I want to be able to connect my stackmat to the computer and time myself using CCT or other. But CCT needs Java SE 6 to work, which can only be installed on Mac OSX 10.5 . I have Mac OSX 10.4. 

Does anybody know how I could use CCT on my computer? Or is there any other program I could use?:confused:


----------



## masterofthebass (Oct 23, 2008)

Update to 10.5. It's WAAAY worth it. 


Anyway, if you stick w/ 10.4 there's a beta installer that Apple put out before leopard came out. I was using that before i upgraded to leopard. If you could find that installer, then you should be able to run CCT. Good luck finding it though.


----------



## tim (Oct 23, 2008)

http://landonf.bikemonkey.org/static/soylatte/

Have fun .

btw. Upgrading to 10.5 won't help if your mac doesn't have a 64-bit Intel processor (like my generation 1 macbook :/).


----------



## Boopyman (Oct 23, 2008)

I have an IMac.
I'm just checking your link out, Tim. For the moment, it seems it could work! 
@masterofthebass: I don't want to go through a massive update of my system, although I admit it would be useful!


----------



## masterofthebass (Oct 23, 2008)

Updating to leopard from tiger is extremely easy. You don't lose anything, other than some OS GUI tweaks (if that). Not a massive update at all.

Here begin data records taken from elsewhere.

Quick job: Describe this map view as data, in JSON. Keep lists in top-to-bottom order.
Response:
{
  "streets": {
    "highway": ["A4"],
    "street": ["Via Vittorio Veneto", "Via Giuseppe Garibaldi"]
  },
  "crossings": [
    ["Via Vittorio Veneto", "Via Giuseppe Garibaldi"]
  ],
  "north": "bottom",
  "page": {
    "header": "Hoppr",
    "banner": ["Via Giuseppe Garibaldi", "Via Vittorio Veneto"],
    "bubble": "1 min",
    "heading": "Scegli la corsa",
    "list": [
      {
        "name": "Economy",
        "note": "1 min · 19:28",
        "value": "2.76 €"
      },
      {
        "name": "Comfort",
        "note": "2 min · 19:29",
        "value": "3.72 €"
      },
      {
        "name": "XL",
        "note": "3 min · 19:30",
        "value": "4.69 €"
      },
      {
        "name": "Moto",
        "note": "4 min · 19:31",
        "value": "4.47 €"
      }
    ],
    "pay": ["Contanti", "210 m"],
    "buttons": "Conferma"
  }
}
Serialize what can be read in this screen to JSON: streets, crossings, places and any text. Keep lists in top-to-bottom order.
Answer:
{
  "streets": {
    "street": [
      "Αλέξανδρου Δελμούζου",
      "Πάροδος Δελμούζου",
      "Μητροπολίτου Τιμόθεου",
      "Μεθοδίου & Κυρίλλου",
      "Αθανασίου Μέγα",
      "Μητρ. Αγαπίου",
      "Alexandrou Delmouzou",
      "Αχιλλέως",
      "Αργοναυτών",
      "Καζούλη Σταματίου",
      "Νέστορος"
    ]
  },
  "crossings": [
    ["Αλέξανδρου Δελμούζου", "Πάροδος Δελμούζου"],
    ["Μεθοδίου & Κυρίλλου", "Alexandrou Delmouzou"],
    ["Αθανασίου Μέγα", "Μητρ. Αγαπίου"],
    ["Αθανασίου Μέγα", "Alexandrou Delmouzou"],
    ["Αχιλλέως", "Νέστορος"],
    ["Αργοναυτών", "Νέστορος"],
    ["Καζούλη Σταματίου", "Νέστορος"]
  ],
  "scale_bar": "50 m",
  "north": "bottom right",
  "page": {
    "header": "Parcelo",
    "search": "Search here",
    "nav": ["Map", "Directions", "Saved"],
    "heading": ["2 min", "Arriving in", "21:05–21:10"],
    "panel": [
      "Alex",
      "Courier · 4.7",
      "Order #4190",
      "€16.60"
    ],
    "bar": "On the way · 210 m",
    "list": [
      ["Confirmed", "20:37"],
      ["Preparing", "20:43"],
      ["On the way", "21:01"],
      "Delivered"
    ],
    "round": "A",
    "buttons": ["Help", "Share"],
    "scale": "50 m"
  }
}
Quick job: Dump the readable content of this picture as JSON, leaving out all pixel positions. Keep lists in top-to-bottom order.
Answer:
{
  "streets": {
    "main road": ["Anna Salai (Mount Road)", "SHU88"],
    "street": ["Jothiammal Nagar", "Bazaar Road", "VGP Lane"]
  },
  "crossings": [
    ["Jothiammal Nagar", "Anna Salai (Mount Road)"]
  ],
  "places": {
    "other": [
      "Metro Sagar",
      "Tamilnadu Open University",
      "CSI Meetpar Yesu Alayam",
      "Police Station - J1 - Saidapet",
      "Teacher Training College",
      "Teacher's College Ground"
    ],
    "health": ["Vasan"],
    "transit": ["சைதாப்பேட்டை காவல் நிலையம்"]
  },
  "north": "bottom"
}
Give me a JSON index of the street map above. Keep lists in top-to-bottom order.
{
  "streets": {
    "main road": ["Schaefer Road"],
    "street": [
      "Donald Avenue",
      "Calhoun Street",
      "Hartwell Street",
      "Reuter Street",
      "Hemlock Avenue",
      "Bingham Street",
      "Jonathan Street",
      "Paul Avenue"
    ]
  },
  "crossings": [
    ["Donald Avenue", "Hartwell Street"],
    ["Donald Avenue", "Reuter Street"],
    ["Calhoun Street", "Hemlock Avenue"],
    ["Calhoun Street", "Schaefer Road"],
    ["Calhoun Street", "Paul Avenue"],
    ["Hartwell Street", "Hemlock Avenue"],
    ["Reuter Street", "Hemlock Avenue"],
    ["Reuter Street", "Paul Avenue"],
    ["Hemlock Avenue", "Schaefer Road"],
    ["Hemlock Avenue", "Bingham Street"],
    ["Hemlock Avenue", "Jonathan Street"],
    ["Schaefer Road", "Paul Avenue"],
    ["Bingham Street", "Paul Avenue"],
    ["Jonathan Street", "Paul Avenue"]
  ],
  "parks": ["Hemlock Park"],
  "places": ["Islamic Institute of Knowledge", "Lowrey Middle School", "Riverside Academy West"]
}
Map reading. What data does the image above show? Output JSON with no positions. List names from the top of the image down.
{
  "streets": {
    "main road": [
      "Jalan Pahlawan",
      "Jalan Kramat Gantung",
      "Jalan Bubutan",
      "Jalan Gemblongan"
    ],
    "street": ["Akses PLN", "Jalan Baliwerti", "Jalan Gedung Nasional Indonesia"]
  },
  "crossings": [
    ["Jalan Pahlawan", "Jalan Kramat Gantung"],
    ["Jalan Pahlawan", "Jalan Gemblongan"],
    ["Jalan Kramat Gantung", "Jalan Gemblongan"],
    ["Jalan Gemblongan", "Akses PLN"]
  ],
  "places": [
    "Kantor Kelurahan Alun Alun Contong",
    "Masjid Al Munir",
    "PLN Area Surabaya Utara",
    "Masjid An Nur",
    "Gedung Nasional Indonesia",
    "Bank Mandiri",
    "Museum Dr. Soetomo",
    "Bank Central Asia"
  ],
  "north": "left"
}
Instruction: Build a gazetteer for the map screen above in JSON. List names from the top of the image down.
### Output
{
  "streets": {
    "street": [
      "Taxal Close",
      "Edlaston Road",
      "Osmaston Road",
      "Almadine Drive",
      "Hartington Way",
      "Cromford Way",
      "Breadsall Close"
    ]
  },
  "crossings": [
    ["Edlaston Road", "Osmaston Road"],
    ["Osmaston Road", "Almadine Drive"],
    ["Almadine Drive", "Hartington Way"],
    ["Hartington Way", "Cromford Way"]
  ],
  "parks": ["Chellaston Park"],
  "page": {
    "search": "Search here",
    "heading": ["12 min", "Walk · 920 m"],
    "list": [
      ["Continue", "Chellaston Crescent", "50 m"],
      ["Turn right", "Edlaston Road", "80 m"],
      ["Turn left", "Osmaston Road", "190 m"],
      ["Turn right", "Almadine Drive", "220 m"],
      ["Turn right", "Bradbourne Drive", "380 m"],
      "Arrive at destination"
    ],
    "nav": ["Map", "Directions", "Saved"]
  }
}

@Tim, leopard is just nicer  I dont' even care about performance.


----------



## Boopyman (Oct 23, 2008)

It works! Viva CCT!


----------



## AlanAlanine (Feb 16, 2009)

i am computer - fail. I downloaded soylatte for my 10.4 but, then what? do you have to go through a terminal to install?


----------



## byu (Feb 16, 2009)

If I have a PPC mac, am I completely out of luck?


----------



## AvGalen (Feb 16, 2009)

masterofthebass said:


> Updating to leopard from tiger is extremely easy. You don't lose anything, other than some OS GUI tweaks (if that). Not a massive update at all.


You also lose quite some money. However nice Leopard might be, buying and updating an OS that advertises with "just works" to get Java "runs everywhere" to work seems ridiculous


----------



## JTW2007 (Feb 16, 2009)

FYI: OS 10.5 runs java SE 6 with no problem if you know your way around the OS. Just go to the hard drive, click applications, scroll to the end, select the utilities folder, click the java folder, go to java preferences, and drag Java SE 6 to the top of the list in both "java applet versions" and "java application versions". Done. Now it should work.


----------



## tim (Feb 16, 2009)

JTW2007 said:


> FYI: OS 10.5 runs java SE 6 with no problem if you know your way around the OS. Just go to the hard drive, click applications, scroll to the end, select the utilities folder, click the java folder, go to java preferences, and drag Java SE 6 to the top of the list in both "java applet versions" and "java application versions". Done. Now it should work.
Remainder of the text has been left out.